Journal of Peace Research, 1996, vol. 33, issue 2, 217-228

Abstract: Greece and Turkey, both members of the NATO alliance, are two of the major players in the Balkans. Over the past three decades their bilateral relations have not always been smooth. In fact, their strategic interaction has two contradictory elements: they are members of the same alliance while at the same time they are state-to-state adversaries. Both countries yearly allocate an appreciable share of their national income to defence. In the case of Greece its defence burden has invariably been the highest among NATO and European Union countries, averaging 5.6% of GDP. Empirical findings reported by this study indicate that Greek defence expenditure is primarily influenced by Turkish military capabilities. Because of size and population constraints Greece appears to respond to the military capabilities of its adversary by enhancing the capital intensity of its armed forces, which, in principle, offsets its quantitative disadvantage. The issues that divide the two countries are complex and rooted in years of conflict and mutual distrust.
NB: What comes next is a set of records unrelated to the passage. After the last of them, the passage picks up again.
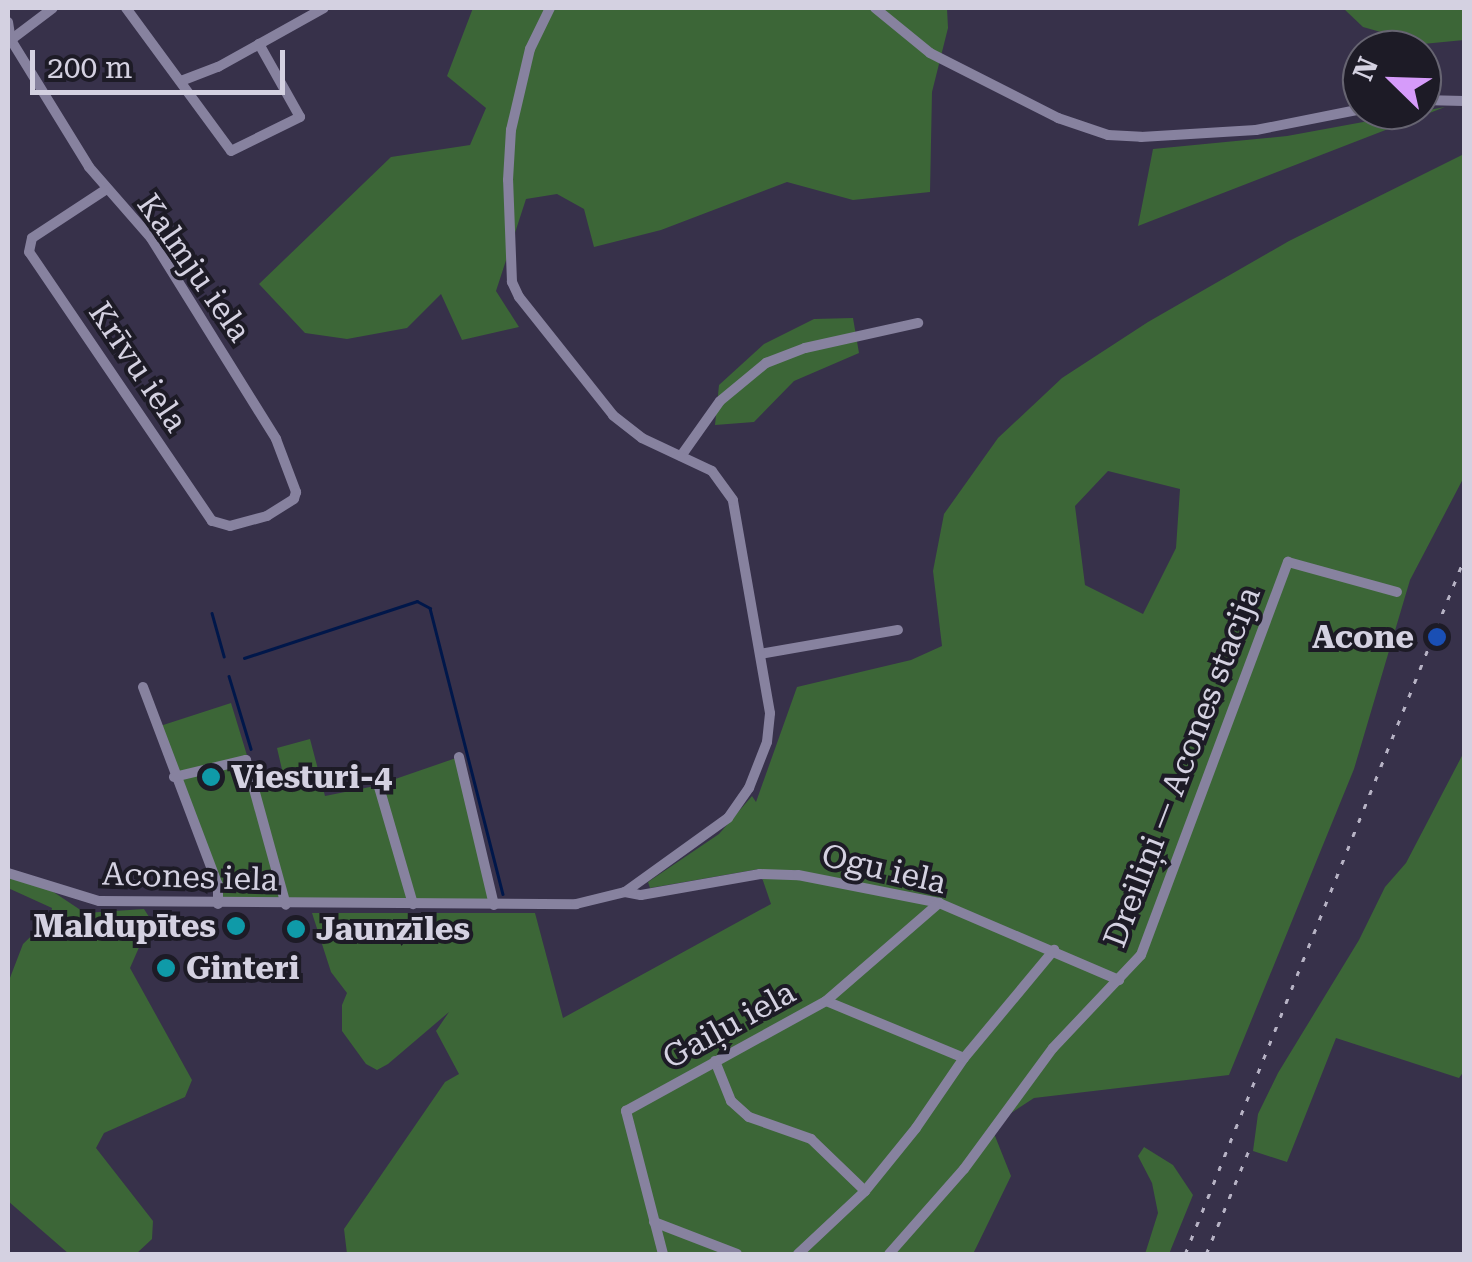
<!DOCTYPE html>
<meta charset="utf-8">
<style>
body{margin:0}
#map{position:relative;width:1472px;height:1262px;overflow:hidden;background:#37314a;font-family:"Roboto Serif",serif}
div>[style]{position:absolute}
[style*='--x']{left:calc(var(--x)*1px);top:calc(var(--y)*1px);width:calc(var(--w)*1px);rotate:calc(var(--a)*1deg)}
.green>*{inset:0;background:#3c6637}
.stream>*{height:2.5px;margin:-1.25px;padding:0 1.25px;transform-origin:1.25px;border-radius:1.25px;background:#00174a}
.minor>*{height:10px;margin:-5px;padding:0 5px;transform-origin:5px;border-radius:5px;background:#87829f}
.rail>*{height:2.5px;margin-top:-1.25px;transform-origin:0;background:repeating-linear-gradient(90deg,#b7b3c5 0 5px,transparent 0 15px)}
.dots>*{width:28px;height:28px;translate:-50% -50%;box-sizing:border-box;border:5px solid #1d1b26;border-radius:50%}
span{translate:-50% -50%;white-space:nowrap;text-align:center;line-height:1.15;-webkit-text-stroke:8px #1d1b26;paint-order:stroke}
.street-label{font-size:32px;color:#d4d1e1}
.poi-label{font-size:32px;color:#d4d1e1;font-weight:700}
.right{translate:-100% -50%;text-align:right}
.left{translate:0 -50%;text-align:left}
.frame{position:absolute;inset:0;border:10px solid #d4d1e1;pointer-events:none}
.north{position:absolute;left:1342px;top:30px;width:100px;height:100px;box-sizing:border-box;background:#1d1b26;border:2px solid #666471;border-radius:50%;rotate:293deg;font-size:28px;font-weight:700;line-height:40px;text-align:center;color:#d4d1e1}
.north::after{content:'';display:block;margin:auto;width:35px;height:45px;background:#d69bfa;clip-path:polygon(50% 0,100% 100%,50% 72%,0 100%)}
.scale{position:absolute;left:30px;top:50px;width:255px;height:45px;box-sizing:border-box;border:5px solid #d4d1e1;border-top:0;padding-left:12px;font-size:30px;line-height:35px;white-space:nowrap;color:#d4d1e1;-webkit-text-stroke:8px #1d1b26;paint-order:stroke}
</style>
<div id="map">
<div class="green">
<div style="clip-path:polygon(473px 8px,947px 8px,948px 28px,932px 92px,930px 192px,853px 200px,787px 182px,661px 230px,594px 247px,584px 209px,557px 194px,526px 199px,496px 291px,519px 327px,462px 340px,441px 294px,407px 328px,347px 339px,305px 333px,259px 284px,391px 157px,470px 145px,486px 108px,447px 76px)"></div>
<div style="clip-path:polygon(1343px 8px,1464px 8px,1464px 40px,1423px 44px,1363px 27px)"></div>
<div style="clip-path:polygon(1445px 107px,1138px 226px,1153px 149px,1287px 136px)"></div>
<div style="clip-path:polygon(evenodd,1464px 154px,1464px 477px,1410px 580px,1354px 769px,1229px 1075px,1034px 1098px,991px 1126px,1011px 1176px,973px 1254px,347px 1254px,344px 1229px,445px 1082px,459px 1074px,436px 1031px,449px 1012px,388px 1064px,377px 1070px,366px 1064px,342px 1031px,342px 1005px,347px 993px,331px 972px,312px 913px,535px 913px,563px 1018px,771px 904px,759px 869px,650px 888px,648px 882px,719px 834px,752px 796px,756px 802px,797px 687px,911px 660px,942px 646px,933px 571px,944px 514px,998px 438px,1062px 378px,1148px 322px,1289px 241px,1464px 154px,1108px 471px,1180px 489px,1176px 548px,1143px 614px,1085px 585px,1075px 506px,1108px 471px)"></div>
<div style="clip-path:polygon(853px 318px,859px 353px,794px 381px,754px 422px,715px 425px,719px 385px,764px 344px,814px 319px)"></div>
<div style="clip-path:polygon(231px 703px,257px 788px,284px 778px,277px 748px,310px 739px,325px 796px,375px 786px,459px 757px,494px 905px,218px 904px,218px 885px,157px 727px)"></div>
<div style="clip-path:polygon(1464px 752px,1464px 1071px,1459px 1078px,1336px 1038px,1287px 1162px,1253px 1151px,1258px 1114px,1278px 1073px,1359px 940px,1385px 887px,1406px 863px)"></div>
<div style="clip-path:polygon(8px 875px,52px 891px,85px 913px,144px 909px,151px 920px,130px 968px,192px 1080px,185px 1097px,104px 1133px,96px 1148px,153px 1221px,152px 1239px,136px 1254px,69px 1254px,8px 1201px,8px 983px,23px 944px,50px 918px,52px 908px,8px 888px)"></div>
<div style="clip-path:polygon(1144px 1147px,1173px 1165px,1193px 1195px,1169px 1254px,1145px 1254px,1158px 1213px,1152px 1183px,1138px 1156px)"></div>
</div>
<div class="stream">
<div style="--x:212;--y:613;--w:45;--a:74.4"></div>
<div style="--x:244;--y:658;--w:182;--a:-18.2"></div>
<div style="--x:417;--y:601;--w:15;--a:28"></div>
<div style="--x:430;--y:608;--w:295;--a:75.7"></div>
<div style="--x:229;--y:676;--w:76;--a:73.2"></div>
</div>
<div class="minor">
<div style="--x:126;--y:8;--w:177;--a:53.7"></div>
<div style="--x:231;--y:151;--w:77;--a:-26.2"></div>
<div style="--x:300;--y:117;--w:84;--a:-119.3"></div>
<div style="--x:875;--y:8;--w:71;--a:39.3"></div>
<div style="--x:930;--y:53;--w:144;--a:26.9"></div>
<div style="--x:1058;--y:118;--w:53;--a:18.8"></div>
<div style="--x:1108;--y:135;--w:33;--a:3"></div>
<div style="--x:1141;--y:137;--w:115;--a:-3.5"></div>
<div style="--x:1256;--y:130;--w:108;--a:-11.2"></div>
<div style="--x:8;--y:22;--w:18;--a:81"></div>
<div style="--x:11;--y:40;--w:149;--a:58.4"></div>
<div style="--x:89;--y:167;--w:94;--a:48.9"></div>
<div style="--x:151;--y:238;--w:237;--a:58.1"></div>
<div style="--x:276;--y:439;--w:57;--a:69.3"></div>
<div style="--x:296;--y:492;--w:7;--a:106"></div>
<div style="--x:294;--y:499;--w:32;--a:148"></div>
<div style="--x:267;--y:516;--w:38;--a:165"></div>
<div style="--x:230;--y:526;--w:19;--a:-164"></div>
<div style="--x:212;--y:521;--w:325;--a:-124.2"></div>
<div style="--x:29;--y:252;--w:14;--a:-78"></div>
<div style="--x:32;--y:238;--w:87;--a:-33.3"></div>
<div style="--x:8;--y:42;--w:56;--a:-37.1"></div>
<div style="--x:181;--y:81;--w:40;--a:-21"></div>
<div style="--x:218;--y:67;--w:121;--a:-29.1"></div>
<div style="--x:1422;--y:100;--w:42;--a:1.4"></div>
<div style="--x:681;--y:456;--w:67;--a:-54.7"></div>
<div style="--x:720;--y:401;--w:60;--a:-39.6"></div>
<div style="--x:766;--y:363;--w:42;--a:-21"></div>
<div style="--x:805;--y:348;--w:116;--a:-12.5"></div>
<div style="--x:760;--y:654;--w:140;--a:-9.9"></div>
<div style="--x:143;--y:687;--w:212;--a:69.3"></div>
<div style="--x:218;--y:885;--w:19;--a:90"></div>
<div style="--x:459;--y:757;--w:152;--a:76.7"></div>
<div style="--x:174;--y:777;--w:74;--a:-13.3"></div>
<div style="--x:246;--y:760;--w:150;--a:74.6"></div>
<div style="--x:379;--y:787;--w:122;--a:73.8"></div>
<div style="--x:8;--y:873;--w:95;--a:17.1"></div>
<div style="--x:99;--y:901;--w:477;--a:0.4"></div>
<div style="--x:576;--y:904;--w:50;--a:-13.8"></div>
<div style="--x:625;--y:892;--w:127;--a:-35.7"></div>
<div style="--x:728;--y:818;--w:37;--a:-55"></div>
<div style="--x:749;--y:788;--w:49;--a:-68.6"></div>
<div style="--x:767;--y:742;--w:29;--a:-84"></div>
<div style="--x:770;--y:713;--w:216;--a:-99.9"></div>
<div style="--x:733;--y:500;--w:36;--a:-126"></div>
<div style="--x:712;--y:471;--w:77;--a:-154.8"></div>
<div style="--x:642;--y:438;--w:37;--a:-142"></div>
<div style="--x:613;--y:415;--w:151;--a:-128.5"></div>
<div style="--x:519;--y:297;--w:17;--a:-115"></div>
<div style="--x:512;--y:282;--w:102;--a:-92.2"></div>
<div style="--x:508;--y:180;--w:50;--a:-86.6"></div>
<div style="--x:511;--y:130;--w:83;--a:-76.8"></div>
<div style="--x:530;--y:49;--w:46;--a:-64"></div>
<div style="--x:625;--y:892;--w:16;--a:11"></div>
<div style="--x:641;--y:895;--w:121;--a:-10"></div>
<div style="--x:760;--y:874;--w:38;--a:2"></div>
<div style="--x:798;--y:875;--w:144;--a:11.2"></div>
<div style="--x:939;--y:903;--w:196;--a:23.2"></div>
<div style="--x:826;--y:1001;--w:149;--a:22.4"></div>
<div style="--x:715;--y:1061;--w:43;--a:68.2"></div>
<div style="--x:731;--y:1101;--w:24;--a:42"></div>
<div style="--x:749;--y:1117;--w:66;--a:19.5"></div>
<div style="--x:811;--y:1139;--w:75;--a:43.9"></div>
<div style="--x:654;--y:1222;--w:89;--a:21.1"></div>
<div style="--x:663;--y:1254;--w:148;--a:-104.5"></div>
<div style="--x:626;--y:1111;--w:228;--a:-28.8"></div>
<div style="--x:826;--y:1001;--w:150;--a:-40.9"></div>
<div style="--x:798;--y:1254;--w:92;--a:-43.2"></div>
<div style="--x:865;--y:1191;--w:81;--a:-51"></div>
<div style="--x:916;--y:1128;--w:85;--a:-55.6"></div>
<div style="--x:964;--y:1058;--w:141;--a:-50.2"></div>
<div style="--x:889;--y:1254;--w:113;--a:-48.6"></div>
<div style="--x:964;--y:1169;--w:150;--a:-53.7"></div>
<div style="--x:1053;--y:1048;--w:128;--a:-46.6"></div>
<div style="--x:1141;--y:955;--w:420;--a:-69.5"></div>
<div style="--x:1288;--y:562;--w:113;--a:15.4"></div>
</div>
<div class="rail">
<div style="--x:1185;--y:1254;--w:749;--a:-68.13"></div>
<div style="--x:1206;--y:1254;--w:118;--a:-67.6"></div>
</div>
<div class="dots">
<div style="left:1437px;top:637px;background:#1a4fb4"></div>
<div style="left:211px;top:777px;background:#0f9aa8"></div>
<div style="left:236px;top:926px;background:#0f9aa8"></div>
<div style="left:296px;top:929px;background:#0f9aa8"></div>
<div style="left:166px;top:968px;background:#0f9aa8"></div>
</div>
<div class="street-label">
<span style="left:194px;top:268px;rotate:55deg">Kalmju iela</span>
<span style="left:138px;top:367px;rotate:56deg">Krīvu iela</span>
<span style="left:1182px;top:767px;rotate:-69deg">Dreiliņi — Acones stacija</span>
<span style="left:884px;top:869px;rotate:13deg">Ogu iela</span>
<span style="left:190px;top:877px;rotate:2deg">Acones iela</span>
<span style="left:729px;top:1025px;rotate:-29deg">Gaiļu iela</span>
</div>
<div class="poi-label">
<span class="right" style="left:1414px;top:637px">Acone</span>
<span class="left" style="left:231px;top:777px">Viesturi-4</span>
<span class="right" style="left:216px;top:926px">Maldupītes</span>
<span class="left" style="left:316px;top:929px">Jaunzīles</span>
<span class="left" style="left:186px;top:968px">Ginteri</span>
</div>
<div class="frame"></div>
<div class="north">N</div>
<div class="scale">200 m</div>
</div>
Efforts to resolve the Greek-Turkish disputes have so far been unsuccessful and rapprochements have invariably been short-lived. Given the strategic entropy of the post-bipolar Balkan region the proliferation of the Greek-Turkish rivalry could have important implications for the stability of the whole region. An arms control agrement aiming at achieving a balance of power between the two countries at lower levels of military spending and armament could reduce the costs of arming and assist in the reduction of tension in the area. However, a stable, long-term relaxation of tension can only be the result of a solution to the major issues that divide Greece and Turkey. Consequently, as long as the Greek-Turkish disputes remain unresolved, Greek military expenditure will remain substantially higher than that of other NATO and European Union members.